Yesterday I was driving around and caught a Fresh Air interview with voice actor Billy West. I don’t know his work on “Futurama,” and almost turned the interview off before listening to it. Boy, that would have been a mistake. The interview was terrific, and he was a real kick explaining (and demonstrating) how he does different voices and vocal patterns. He told this screamingly funny story about watching two old-school Jewish comic actors playing roles in “The Diary of Anne Frank,” and he provided the voices too. I thought I was going to run off the road I was laughing so hard. NPR provides a handful of excerpts from the interview on a limited transcript.

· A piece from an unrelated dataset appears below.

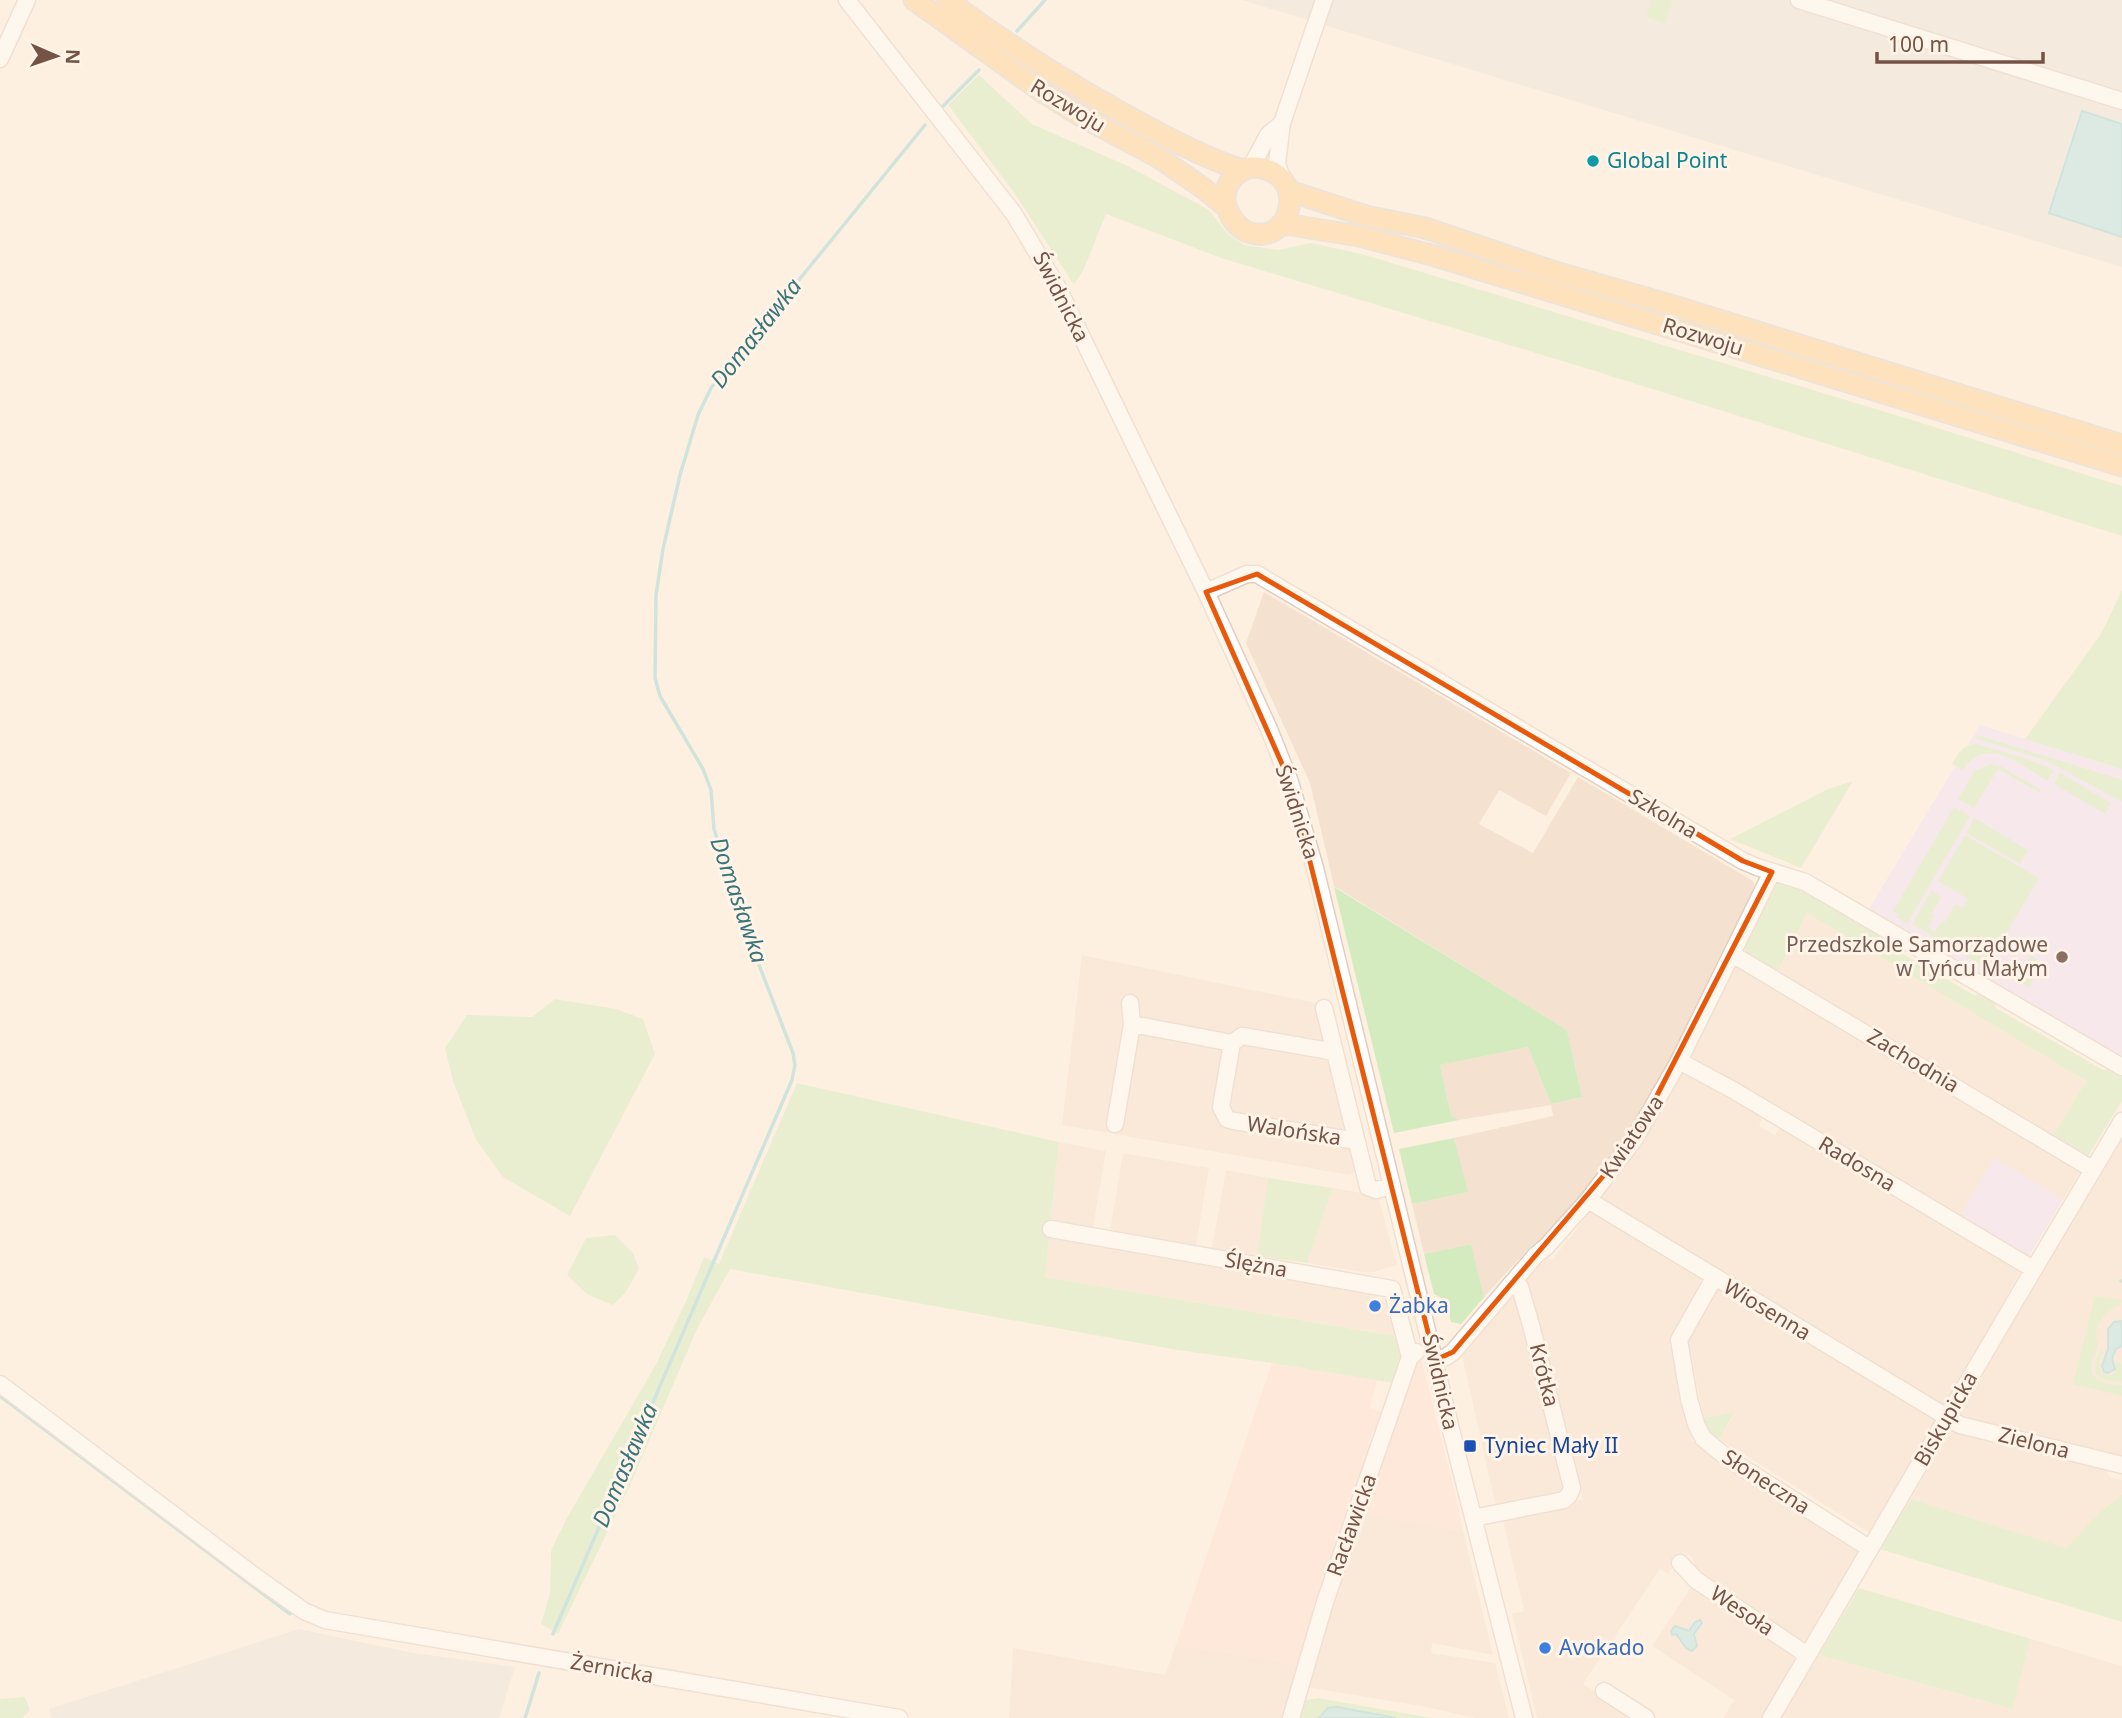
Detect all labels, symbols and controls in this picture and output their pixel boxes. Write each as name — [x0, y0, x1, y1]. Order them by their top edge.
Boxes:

Here West is learning how to do Popeye’s voice:

“I loved Jack Mercer, and I got him. I understood him. And what helped me understand that Popeye voice — it’s a high voice and a low voice at the same time — cause when I was a kid, we all used to try to do that and we all stunk. It didn’t sound right. So one day, I see this film — it was an independent film called Genghis Blues. And it was about this blind singer in San Francisco who wrote a hit for Steve Miller. … And he was listening to a world-band radio one night, and he heard this strange noise. And it was a program about Tuvan singers. And Tuvans had a way of singing where they could do one and two voices. And I realized, ‘Oh man, that’s how this guy did it. Jack Mercer.’ [He imitates both voices.] There’d be two voices, an octave apart. And he’d put them together.”